■ Your objective: Look through the data below. Collect every line where the word "Aubanel" occurs.
□ □ □ □
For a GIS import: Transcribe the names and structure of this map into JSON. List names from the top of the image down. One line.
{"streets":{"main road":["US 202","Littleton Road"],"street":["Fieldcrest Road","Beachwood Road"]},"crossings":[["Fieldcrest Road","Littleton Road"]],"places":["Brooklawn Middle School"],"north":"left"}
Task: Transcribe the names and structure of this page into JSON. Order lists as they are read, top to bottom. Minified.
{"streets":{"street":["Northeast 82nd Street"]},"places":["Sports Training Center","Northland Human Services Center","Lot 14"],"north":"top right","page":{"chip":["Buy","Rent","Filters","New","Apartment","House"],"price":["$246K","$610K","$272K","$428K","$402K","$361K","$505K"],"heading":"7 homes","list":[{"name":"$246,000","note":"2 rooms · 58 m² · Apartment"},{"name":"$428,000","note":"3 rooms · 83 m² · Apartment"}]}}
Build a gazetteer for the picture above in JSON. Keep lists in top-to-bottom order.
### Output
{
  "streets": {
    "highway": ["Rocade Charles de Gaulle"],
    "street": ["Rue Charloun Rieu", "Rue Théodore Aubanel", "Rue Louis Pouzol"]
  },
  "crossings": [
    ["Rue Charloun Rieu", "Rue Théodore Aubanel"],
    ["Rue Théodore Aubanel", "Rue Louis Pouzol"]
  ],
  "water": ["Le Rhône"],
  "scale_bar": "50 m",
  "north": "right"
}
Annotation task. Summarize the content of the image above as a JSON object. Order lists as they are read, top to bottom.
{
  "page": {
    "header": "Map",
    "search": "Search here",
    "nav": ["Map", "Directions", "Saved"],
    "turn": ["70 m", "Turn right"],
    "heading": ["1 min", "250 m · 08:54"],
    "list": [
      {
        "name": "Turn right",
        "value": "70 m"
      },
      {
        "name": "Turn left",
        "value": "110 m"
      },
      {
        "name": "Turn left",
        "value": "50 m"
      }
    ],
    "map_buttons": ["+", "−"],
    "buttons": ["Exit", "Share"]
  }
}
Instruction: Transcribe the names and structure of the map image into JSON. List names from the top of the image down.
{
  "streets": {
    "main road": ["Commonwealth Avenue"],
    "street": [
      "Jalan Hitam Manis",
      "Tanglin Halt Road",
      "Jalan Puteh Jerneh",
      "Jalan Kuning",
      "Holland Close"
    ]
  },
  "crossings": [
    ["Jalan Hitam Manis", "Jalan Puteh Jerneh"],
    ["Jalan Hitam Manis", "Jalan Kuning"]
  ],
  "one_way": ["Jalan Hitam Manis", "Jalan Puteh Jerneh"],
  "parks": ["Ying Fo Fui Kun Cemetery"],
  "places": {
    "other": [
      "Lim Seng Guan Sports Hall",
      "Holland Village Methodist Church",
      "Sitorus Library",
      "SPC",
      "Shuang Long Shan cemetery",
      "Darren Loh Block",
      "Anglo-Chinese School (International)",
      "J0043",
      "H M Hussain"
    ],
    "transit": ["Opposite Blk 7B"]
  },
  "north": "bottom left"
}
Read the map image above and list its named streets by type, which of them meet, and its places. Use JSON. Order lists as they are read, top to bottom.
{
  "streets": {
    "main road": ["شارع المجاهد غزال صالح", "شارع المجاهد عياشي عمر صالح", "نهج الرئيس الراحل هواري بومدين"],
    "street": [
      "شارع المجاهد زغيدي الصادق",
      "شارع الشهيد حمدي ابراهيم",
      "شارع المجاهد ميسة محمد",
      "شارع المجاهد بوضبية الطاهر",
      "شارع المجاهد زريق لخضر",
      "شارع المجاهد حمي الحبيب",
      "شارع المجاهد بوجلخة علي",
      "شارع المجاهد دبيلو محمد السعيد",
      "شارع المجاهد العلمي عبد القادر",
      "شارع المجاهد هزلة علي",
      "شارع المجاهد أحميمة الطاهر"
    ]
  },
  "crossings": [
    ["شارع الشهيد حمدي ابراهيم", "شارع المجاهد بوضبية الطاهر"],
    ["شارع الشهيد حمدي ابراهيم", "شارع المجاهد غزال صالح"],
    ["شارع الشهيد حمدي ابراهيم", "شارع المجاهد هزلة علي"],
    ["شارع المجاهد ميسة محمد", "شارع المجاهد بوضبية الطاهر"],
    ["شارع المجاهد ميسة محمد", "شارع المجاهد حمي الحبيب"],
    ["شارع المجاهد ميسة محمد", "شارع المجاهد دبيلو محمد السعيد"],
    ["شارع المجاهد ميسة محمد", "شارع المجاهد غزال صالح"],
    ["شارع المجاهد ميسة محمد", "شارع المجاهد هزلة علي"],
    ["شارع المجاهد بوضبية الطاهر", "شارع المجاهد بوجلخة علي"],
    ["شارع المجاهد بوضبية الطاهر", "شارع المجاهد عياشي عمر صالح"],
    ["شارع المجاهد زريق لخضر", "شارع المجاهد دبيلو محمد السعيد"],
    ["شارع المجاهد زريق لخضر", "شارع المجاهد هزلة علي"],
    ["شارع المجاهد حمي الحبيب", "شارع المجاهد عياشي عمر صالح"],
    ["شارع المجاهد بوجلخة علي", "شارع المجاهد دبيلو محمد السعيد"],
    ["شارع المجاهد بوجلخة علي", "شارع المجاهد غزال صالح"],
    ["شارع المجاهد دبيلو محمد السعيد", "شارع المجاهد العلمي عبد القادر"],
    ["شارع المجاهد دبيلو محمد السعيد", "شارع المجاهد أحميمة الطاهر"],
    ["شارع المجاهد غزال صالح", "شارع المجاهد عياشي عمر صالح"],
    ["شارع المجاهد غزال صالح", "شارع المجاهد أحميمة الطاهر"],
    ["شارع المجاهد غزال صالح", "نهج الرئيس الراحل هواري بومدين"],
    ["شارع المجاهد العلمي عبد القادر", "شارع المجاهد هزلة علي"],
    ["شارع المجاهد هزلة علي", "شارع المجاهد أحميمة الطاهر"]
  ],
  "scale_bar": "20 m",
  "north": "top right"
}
□ □ □ □
■ Output below:
    "street": ["Rue Charloun Rieu", "Rue Théodore Aubanel", "Rue Louis Pouzol"]
    ["Rue Charloun Rieu", "Rue Théodore Aubanel"],
    ["Rue Théodore Aubanel", "Rue Louis Pouzol"]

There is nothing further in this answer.